Nelle sale dal: 03/09/2010
Voto: 7,5
Recensione di: Stefano Priori
L’aggettivo ideale: Essenziale
“Somewhere”, di Sofia Coppola è un film certamente d’alto livello. L’autrice, affronta un tema della società odierna “la noia, e il vuoto esistenziale”, e lo fa rappresentandolo attraverso un divo del cinema.
Jhonny vive solo, in un piccolo appartamento di un hotel di Los Angeles. Il film apre con le immagini di due gemelle bionde che ballano ai bordi del suo letto, la lap dance. Immagini che dichiarano la condizione di una solitudine avanzata, com’è quella del successo. In realtà, quello che accade nello svolgimento del film, non importa, perché è oltremodo retorico.
Il limite del film è nella scelta della rappresentazione scenica, notevolmente scontata, il successo come prototipo e veicolo del film.
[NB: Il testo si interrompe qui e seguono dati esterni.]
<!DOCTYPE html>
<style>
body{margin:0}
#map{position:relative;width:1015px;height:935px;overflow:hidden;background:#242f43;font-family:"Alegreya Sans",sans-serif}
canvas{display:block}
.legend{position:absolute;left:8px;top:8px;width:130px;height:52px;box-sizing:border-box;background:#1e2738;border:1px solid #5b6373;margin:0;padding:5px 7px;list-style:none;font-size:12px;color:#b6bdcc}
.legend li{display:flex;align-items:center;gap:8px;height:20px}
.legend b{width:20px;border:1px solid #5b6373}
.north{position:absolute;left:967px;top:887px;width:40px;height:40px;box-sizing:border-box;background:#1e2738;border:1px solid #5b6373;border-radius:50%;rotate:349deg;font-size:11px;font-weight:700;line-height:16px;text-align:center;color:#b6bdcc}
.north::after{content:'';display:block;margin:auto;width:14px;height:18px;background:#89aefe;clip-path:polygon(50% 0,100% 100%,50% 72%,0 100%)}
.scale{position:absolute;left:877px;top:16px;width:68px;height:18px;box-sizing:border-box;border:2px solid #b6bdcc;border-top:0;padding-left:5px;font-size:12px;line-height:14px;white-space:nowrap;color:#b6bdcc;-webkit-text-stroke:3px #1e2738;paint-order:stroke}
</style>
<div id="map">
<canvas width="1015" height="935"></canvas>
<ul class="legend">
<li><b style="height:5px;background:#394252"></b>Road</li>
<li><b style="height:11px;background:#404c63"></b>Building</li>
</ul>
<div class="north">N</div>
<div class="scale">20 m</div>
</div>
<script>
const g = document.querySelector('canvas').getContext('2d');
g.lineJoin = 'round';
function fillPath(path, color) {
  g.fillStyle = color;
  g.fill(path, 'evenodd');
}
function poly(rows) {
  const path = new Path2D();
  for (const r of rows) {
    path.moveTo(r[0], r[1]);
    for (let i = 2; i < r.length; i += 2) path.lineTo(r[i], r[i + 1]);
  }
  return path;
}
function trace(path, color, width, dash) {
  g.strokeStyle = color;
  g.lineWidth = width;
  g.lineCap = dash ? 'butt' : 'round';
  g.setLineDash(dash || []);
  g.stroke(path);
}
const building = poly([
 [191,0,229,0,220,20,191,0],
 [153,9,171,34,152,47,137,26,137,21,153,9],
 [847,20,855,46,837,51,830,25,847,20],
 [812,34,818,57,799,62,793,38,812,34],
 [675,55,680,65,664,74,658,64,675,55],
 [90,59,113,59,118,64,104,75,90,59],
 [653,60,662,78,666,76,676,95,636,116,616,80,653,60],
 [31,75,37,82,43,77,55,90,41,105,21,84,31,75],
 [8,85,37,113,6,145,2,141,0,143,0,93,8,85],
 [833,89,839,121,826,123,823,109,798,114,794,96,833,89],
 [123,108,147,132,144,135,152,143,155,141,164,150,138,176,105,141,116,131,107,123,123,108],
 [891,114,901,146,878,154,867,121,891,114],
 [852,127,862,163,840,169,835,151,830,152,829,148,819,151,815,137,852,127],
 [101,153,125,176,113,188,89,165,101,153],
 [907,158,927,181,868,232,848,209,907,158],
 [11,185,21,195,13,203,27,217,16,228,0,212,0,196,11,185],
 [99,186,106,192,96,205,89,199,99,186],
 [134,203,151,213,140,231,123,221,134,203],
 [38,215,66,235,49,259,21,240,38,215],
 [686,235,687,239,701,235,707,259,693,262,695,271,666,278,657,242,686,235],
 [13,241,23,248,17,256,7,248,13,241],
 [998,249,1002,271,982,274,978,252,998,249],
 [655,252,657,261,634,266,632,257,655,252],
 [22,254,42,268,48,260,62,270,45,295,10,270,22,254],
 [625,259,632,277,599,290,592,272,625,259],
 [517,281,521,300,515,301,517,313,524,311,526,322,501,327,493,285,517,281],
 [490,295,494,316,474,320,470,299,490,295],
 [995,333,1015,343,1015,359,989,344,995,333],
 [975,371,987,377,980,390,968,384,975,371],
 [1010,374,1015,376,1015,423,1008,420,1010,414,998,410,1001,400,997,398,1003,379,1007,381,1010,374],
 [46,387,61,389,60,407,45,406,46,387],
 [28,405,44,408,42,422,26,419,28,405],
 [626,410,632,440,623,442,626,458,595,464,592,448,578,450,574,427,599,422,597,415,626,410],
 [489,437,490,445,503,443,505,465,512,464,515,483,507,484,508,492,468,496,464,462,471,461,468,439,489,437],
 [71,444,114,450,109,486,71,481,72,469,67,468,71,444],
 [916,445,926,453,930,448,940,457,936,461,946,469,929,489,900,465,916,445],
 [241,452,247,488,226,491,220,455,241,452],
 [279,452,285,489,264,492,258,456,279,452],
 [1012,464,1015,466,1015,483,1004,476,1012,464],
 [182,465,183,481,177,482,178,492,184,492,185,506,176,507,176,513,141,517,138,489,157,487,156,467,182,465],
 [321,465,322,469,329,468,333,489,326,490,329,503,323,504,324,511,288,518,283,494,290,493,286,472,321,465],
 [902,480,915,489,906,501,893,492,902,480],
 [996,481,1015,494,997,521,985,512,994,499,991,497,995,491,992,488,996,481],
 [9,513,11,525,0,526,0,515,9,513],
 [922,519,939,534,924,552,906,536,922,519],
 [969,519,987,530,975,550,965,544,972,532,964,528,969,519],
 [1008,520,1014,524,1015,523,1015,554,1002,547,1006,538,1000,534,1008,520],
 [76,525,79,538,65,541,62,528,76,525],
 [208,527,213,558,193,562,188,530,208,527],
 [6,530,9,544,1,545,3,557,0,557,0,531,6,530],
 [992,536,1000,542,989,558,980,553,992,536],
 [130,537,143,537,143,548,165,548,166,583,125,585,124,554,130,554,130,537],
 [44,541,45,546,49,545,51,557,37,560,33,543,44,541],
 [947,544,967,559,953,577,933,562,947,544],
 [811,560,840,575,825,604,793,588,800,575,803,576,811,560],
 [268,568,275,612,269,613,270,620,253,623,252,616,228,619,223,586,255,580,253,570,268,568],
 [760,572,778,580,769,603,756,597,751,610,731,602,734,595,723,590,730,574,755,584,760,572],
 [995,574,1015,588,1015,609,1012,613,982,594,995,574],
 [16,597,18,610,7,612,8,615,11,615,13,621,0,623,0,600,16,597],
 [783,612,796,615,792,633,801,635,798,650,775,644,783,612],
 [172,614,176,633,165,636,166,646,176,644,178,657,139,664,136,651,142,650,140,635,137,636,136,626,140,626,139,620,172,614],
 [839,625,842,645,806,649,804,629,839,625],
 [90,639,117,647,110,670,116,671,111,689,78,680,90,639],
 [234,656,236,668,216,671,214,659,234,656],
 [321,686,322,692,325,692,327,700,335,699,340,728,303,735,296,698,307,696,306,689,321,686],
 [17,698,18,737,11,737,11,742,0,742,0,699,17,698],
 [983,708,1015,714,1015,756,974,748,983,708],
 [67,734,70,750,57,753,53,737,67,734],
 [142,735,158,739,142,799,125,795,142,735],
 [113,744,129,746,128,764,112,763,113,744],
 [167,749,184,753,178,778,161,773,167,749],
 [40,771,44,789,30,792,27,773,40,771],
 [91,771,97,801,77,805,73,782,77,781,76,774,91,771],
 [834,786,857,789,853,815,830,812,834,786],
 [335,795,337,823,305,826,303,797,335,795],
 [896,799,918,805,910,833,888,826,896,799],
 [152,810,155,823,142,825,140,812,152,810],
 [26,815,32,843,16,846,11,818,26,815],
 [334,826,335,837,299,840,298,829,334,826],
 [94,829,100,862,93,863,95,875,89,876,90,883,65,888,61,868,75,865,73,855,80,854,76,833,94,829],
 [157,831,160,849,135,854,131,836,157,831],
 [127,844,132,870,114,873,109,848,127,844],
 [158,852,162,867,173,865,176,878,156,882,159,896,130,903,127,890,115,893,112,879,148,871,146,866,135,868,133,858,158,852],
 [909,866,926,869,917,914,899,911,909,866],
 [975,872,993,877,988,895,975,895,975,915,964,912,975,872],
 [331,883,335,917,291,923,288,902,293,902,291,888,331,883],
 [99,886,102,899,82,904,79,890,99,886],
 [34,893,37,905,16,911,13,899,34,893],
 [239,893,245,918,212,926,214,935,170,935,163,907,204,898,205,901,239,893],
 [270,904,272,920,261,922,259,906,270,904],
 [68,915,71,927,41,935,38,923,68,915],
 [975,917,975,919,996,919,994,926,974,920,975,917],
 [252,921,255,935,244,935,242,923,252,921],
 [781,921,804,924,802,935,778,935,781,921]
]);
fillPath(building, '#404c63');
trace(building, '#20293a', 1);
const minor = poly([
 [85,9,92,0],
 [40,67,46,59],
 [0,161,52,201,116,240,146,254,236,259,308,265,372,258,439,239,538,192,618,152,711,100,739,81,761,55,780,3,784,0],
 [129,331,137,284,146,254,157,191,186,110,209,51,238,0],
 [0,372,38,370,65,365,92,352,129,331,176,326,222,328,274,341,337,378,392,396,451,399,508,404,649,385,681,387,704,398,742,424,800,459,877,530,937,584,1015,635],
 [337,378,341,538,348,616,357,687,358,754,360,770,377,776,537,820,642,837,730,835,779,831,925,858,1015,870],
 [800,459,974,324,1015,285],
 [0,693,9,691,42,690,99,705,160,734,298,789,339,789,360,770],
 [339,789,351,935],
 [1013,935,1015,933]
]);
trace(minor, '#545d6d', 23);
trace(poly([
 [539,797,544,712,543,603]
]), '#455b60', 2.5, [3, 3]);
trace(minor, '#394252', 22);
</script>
Eppure la capacità di delineare la noia del personaggio con la macchina da presa, dettandone i tempi, da parte di Sofia Coppola è davvero di alto livello. L’insistenza della macchina da presa, nell’osare tempi lunghi nelle scene,“per significare” l’immagine, premia “Somewhere” e l’autrice del film. La scena della bottiglia di birra, bevuta a piccoli sorsi, o quella della maschera per gli effetti speciali, dove il protagonista resta solo, respirando a fatica dalle narici, sono fortemente realistiche e intrise di una solitudine come in trasparenza.
La scelta stilistica troppo ovvia dell’autrice, non è limite accettabile dal punto di vista critico, ma è superata dall’uso del ritmo “interiore” dell’immagine. Il rapporto con la figlia Clio, segna un cambiamento decisivo nella relazione affettiva del protagonista, ma appare a tratti forzato. Nei rapporti famigliari privi di identità, spesso i figli sono la punta di un conflitto che sancisce la disfatta dell’intero sistema.
A noi in fondo, basta quel poco che Sofia Coppola ci propone come “significante”, con chiarezza e in modo esplicito, naturale.
Il film esagera nel proporre i “luoghi comuni” attribuibili al successo, Ferrari, belle donne e il fascino irresistibile del divo, mettendo anche i dadi da poker, il massaggiatore, l’elicottero.
Avremmo potuto farne a meno…..ma non importa.
Resta una domanda, che accomuna la nostra vita a quella del protagonista. Come riempire la solitudine, la noia della routine. C’è un misto di dubbia felicità, infelicità, che tocca molto da vicino. Come non avessimo modo di capire più, chi siamo e cosa vogliamo, ciò che la noia determina.
Sofia decide che il suo personaggio, lasci tutto
per cercare qualcosa “Somewhere”, da qualche parte.
Un finale, ideato per concludere il film in qualche modo. Indubbiamente scontato, troppo facile e banale. Il giovane ricco, nel Vangelo chiede a Gesù cosa deve fare, per avere la vita eterna, (la speranza) e Gesù risponde: “Vendi tutto, dallo ai poveri e seguimi”. Il giovane ricco se ne và triste, con molte ricchezze, o povertà, nel cuore.
Risulta troppo facile andare “da qualche parte” nella speranza di poter cambiare la sola esteriorità.
Somewhere, in fondo non esiste, senza una decisione introspettiva, che manca al protagonista. La noia è un dramma che diviene stereotipo, da cui non è cosi facile liberarsi. Buona la fotografia, molto curata negli interni.
Buone le scelte prospettiche della macchina da presa, non sempre di altissimo livello, discutibile l’uso di obiettivi spinti.
Il film di Sofia Coppola ricorda per certi versi, i silenzi di “Professione Reporter” di Michelangelo Antonioni.